Decisions are made collaboratively with the patients. The team have a positive attitude and are motivated to reduce restrictive practices with patients spending less time in mechanical restraint and more time out of segregation. Meaningful activity has increased; patient social skills have improved, resulting in a reduction in incidents of life threatening self-injury and aggression.

Staff sickness has reduced, the uptake of supervision has increased and the number of staff having annual appraisal reviews has increased. Initial challenges were staff not feeling confident to nurse high risk patients out of segregation. Getting the whole MDT team on board with the re-integration planner was difficult as it was a total change in how we managed patients. Despite this the planner was embraced by all.


The work that Coral has done is scalable and replicable on wards where there are high rates of restrictive practices; segregation and mechanical restraint. Having the right culture which has been created by leaders that are authentic and motivated to improve the experience of patients and staff and an MDT that is open to positive risk taking and promoting a no blame ethos, along with staff that are encouraged to be devolved leaders and feel safe to do this by being invested, creates a highly motivated skilled team that are positive about patient care and experience.

The Coral re-integration planner is a tool that ensures that staff and patients are organised each day and know what they are supposed to be doing from one day to the next. It ensures that all patients are receiving integration time in communal areas, meals and promotes social and interpersonal skills.

Coral’s re-integration planner gained praise in Rampton Hospital’s Safe and Ethical Restrictive Interventions Governance Group for our radical, positive plan for reducing segregation on an intensive care ward with the most complex, challenging patients within women’s service. Good practice was also discussed on the Trust’s Twitter site and in Rampton Newsletter.


Coral ward has seen many changes and benefits due to the team’s dedication to improving the ward thus improving safety for the patients and staff team.
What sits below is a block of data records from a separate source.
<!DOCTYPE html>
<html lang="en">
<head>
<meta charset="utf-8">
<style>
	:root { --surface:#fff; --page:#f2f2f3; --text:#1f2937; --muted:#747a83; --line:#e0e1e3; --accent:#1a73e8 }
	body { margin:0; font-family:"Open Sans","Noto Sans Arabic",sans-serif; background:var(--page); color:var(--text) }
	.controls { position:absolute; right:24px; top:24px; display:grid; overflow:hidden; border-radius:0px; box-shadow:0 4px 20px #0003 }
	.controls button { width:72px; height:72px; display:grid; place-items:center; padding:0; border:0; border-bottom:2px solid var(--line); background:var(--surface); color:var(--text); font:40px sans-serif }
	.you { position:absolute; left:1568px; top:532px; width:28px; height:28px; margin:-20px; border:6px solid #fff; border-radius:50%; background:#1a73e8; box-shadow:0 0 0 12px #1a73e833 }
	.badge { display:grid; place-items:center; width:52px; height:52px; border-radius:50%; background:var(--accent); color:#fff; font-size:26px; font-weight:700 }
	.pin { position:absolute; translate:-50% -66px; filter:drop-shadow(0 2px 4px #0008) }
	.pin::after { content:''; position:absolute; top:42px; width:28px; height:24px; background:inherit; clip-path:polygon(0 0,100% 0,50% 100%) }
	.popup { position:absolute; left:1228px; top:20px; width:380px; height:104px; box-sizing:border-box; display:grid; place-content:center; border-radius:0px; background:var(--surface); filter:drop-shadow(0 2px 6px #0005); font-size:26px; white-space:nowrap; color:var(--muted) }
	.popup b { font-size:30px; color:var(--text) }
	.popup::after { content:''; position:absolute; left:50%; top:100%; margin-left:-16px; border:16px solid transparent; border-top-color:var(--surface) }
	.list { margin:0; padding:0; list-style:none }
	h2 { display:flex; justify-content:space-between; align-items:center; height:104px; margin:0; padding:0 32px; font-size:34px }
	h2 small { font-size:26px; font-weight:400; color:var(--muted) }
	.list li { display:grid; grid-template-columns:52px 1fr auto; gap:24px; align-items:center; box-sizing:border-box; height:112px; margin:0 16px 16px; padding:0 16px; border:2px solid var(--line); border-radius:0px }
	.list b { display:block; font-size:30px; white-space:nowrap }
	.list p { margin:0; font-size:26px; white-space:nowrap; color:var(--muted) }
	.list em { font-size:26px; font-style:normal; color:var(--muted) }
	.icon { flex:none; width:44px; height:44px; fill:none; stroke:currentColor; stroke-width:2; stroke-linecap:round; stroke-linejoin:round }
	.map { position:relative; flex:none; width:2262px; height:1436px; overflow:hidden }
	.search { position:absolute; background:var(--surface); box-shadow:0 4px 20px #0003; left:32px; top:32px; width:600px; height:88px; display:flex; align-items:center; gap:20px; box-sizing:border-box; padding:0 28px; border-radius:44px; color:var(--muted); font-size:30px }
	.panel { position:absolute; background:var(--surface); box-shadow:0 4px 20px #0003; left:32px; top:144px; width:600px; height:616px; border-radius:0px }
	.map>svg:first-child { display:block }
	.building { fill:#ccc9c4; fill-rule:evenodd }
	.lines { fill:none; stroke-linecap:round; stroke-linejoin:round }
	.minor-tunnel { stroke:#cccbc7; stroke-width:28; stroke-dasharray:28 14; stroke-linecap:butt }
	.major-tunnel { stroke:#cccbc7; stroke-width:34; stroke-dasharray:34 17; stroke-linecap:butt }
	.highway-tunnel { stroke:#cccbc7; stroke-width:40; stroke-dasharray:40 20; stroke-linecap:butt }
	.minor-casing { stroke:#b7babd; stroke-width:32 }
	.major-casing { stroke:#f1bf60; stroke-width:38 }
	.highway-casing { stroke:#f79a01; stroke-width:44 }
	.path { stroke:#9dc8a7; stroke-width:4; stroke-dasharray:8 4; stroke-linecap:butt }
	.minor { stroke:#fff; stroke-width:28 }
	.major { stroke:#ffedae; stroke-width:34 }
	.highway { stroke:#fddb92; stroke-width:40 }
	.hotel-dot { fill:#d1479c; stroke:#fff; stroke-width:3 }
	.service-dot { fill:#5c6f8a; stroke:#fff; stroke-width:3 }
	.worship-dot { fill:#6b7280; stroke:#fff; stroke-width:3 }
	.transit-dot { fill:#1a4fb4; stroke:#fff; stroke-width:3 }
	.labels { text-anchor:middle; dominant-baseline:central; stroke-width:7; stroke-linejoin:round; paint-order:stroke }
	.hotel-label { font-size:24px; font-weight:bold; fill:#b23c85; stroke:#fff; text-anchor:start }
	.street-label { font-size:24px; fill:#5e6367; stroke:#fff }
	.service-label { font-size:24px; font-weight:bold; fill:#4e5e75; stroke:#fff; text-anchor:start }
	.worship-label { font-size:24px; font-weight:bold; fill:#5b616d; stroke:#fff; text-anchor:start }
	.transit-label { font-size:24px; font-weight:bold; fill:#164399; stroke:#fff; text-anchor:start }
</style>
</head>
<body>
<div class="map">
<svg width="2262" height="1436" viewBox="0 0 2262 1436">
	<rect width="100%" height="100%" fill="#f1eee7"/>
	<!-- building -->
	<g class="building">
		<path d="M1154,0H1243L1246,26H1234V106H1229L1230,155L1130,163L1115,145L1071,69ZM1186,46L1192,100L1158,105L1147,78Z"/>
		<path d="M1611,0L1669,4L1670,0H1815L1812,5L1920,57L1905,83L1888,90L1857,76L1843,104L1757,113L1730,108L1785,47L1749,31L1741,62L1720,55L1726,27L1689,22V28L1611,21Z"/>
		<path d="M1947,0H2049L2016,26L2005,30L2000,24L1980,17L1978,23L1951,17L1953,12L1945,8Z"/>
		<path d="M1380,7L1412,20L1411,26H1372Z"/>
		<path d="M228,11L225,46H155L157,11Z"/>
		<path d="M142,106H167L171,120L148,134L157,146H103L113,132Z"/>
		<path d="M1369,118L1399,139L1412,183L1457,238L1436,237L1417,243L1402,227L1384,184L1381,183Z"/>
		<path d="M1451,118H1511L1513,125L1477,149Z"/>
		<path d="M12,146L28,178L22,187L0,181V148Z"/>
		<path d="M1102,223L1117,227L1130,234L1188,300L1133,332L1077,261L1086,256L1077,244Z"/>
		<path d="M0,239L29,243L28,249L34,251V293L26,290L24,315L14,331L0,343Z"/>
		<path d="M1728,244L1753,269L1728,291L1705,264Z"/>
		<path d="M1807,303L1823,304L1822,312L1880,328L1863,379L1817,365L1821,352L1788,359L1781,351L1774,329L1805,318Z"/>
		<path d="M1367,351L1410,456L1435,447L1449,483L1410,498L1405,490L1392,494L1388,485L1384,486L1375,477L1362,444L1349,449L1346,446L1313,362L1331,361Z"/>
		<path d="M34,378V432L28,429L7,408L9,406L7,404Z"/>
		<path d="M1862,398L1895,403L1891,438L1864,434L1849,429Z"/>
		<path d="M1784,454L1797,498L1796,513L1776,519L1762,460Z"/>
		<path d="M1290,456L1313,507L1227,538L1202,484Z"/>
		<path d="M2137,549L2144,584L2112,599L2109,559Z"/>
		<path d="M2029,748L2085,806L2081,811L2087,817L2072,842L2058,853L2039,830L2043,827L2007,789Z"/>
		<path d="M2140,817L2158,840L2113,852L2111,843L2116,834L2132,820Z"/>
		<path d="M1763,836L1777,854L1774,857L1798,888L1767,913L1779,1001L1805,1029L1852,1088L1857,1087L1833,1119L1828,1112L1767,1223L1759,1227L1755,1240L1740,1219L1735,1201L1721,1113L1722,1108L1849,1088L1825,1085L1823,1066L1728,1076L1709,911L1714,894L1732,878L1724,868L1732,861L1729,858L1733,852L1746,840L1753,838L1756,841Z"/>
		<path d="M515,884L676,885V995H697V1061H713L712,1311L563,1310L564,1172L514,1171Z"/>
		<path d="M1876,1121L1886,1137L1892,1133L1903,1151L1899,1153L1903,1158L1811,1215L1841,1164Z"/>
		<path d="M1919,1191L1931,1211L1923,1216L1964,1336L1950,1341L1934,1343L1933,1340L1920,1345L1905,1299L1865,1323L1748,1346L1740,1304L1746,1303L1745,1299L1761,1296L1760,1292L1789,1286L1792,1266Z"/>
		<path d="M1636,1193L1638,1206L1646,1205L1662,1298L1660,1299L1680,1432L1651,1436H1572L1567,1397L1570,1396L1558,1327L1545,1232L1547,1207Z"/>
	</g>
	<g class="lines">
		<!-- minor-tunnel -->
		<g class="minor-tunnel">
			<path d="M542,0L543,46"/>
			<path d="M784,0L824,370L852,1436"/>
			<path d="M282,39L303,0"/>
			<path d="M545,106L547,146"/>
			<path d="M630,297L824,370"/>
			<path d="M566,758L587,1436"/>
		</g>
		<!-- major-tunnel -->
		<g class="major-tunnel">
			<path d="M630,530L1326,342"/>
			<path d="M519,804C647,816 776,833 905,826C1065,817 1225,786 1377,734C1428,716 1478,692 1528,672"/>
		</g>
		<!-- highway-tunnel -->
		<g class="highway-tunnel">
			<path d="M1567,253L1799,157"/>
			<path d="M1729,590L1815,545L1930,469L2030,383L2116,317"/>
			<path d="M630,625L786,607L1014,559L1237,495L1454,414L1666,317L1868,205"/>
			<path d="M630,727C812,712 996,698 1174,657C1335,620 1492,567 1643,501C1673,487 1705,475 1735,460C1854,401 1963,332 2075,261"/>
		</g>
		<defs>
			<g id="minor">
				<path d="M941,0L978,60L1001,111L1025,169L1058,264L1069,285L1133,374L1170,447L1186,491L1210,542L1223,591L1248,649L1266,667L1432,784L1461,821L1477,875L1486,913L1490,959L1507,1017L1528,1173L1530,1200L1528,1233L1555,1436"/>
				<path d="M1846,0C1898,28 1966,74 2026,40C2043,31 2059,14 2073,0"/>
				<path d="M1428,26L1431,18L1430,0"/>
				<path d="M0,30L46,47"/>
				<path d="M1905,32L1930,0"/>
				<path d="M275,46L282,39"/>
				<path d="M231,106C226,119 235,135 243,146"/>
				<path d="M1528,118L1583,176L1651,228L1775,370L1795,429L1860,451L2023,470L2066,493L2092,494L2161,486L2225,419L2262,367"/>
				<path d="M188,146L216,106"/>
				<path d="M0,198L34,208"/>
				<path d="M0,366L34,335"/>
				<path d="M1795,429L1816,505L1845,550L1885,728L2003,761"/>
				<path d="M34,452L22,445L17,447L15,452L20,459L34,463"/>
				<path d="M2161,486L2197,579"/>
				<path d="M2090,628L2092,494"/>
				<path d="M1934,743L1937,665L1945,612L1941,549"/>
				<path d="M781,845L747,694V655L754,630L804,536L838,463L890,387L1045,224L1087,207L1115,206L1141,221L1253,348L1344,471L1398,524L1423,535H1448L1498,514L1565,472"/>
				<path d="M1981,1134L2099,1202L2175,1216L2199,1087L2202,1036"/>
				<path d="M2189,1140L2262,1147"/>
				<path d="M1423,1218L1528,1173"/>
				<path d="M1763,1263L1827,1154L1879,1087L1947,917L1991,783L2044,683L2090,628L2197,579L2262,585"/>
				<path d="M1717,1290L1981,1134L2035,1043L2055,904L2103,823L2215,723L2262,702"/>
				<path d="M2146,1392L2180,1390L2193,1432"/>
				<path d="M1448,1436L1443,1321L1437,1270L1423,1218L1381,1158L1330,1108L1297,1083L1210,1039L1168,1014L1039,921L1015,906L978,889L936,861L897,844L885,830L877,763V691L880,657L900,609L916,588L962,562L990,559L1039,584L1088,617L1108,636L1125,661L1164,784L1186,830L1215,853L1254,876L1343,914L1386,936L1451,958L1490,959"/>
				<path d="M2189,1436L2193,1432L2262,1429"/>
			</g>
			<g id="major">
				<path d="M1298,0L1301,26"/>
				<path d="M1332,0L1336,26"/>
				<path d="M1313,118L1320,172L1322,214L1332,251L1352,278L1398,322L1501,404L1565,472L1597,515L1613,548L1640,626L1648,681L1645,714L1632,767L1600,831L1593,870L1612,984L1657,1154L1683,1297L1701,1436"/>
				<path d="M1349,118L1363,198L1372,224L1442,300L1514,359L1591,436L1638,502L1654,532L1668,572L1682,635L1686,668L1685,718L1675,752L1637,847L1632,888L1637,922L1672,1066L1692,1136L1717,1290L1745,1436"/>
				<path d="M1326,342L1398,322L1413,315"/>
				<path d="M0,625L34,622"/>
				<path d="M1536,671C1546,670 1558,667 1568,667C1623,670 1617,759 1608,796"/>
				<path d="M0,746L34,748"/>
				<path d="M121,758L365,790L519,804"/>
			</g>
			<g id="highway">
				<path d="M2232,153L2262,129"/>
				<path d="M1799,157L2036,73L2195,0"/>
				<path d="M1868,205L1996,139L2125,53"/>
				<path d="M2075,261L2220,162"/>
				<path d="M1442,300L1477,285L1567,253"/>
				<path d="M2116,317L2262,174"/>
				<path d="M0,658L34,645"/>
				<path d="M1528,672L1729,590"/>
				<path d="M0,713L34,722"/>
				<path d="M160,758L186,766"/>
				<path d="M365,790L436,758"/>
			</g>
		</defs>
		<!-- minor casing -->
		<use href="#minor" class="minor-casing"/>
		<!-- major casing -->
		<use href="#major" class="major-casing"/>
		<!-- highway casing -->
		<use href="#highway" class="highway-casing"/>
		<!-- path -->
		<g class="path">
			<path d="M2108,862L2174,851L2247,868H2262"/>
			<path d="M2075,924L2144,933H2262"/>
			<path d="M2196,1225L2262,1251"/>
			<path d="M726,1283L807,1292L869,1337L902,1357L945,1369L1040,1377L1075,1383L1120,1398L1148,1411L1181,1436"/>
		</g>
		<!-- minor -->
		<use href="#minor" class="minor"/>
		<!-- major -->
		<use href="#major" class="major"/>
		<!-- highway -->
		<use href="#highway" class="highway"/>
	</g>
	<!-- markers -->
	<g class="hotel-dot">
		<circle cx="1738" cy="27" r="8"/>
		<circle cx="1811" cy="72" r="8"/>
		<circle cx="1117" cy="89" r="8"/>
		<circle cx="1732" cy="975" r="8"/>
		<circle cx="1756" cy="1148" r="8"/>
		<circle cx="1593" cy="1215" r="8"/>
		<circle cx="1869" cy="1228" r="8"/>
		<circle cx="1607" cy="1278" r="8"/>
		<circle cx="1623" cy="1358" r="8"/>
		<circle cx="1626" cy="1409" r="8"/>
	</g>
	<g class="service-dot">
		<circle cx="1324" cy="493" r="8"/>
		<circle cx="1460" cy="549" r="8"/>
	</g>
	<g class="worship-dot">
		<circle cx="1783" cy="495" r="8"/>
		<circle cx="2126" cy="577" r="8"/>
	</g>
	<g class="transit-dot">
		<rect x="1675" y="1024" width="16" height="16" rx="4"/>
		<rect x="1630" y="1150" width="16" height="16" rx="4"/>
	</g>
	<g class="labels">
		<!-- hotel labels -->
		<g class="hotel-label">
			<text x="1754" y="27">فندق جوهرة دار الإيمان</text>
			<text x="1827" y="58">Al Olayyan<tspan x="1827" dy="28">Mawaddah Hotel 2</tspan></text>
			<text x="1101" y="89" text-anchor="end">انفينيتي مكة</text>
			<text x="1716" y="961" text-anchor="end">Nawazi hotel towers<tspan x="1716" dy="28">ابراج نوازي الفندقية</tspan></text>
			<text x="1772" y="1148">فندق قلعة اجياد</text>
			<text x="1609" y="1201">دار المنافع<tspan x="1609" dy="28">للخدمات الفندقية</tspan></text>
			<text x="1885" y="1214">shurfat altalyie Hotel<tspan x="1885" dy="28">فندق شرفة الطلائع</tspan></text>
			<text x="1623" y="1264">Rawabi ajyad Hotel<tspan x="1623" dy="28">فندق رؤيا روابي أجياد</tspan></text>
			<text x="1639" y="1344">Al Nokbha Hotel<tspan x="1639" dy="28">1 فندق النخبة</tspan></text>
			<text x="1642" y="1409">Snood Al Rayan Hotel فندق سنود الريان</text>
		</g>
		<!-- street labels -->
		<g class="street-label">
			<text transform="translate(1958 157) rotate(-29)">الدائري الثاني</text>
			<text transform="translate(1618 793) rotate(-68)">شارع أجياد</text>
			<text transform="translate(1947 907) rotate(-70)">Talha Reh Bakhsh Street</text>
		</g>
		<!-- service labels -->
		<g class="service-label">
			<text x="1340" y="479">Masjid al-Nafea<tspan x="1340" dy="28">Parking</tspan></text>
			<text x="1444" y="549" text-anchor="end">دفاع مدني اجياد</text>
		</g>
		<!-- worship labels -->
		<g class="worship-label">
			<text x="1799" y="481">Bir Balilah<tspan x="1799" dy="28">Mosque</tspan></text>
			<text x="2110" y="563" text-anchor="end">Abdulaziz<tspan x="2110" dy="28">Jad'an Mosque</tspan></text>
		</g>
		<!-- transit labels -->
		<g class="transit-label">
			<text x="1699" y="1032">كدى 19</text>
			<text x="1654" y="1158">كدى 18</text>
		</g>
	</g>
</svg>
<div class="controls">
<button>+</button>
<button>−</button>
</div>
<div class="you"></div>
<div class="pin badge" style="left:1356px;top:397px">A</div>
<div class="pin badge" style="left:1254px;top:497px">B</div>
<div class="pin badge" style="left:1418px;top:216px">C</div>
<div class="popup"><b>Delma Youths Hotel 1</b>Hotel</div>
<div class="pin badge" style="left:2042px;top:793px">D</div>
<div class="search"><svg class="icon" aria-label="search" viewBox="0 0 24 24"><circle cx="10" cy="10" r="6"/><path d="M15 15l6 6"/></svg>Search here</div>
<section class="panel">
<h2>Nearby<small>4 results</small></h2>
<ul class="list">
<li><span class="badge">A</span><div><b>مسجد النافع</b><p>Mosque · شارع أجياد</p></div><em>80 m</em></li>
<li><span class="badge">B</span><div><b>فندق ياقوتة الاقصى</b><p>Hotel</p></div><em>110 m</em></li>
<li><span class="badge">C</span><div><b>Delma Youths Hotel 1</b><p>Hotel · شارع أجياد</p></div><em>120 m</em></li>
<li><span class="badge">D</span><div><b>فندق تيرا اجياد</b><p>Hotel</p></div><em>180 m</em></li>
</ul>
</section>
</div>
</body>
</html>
The overall staff sickness levels have dropped and there is now more time to provide support to staff that are working in a very intense environment, thus improving the financial value as extra staff are not having to be recruited to cover staff sickness (see supporting evidence).

The ward manager has an open door policy and drop-in sessions for staff. There is dedicated group supervision time and also space to discuss patient case formulations to increase staff knowledge and understanding of each patient. Staff meetings happen monthly and ward community meetings are carried out fortnightly.

A more structured approach to ensuring the patients in long term segregation have time out of their rooms was put in place on the 23rd January this year with the implementation of the Coral Re-integration Planner (see supporting evidence), resulting in patients spending more time out of their rooms and two patients segregations being discontinued altogether.


Staff engaged through monthly staff meetings, away days, and are afforded weekly group supervision time, individual clinical supervision each month, managerial supervision provided by Ward Manager/ Team Leader each month. The Ward Manager has an open door policy staff can see her at any time, also has a drop in session for staff every Wednesday morning.

Staff of any grade who are on the patients team attend MDT meetings improving communication and understanding of the patient but also to empower them and involve them in decision making. Staff are to complete feedback forms on what they believe we are good at and what standards we are working hard to improve.

Patients engage through fortnightly community meetings and weekly planned named nurse sessions. Ad hoc sessions will be provided by staff. Ward manager has a session each week on a Thursday morning. Patients are also asked to complete feedback forms. Any ideas regarding the ward are discussed through the above meetings. It’s very important that staff and patients were on board with the change for it to be successful; it was a change in culture for the patients to be out of their rooms and socialising in communal areas.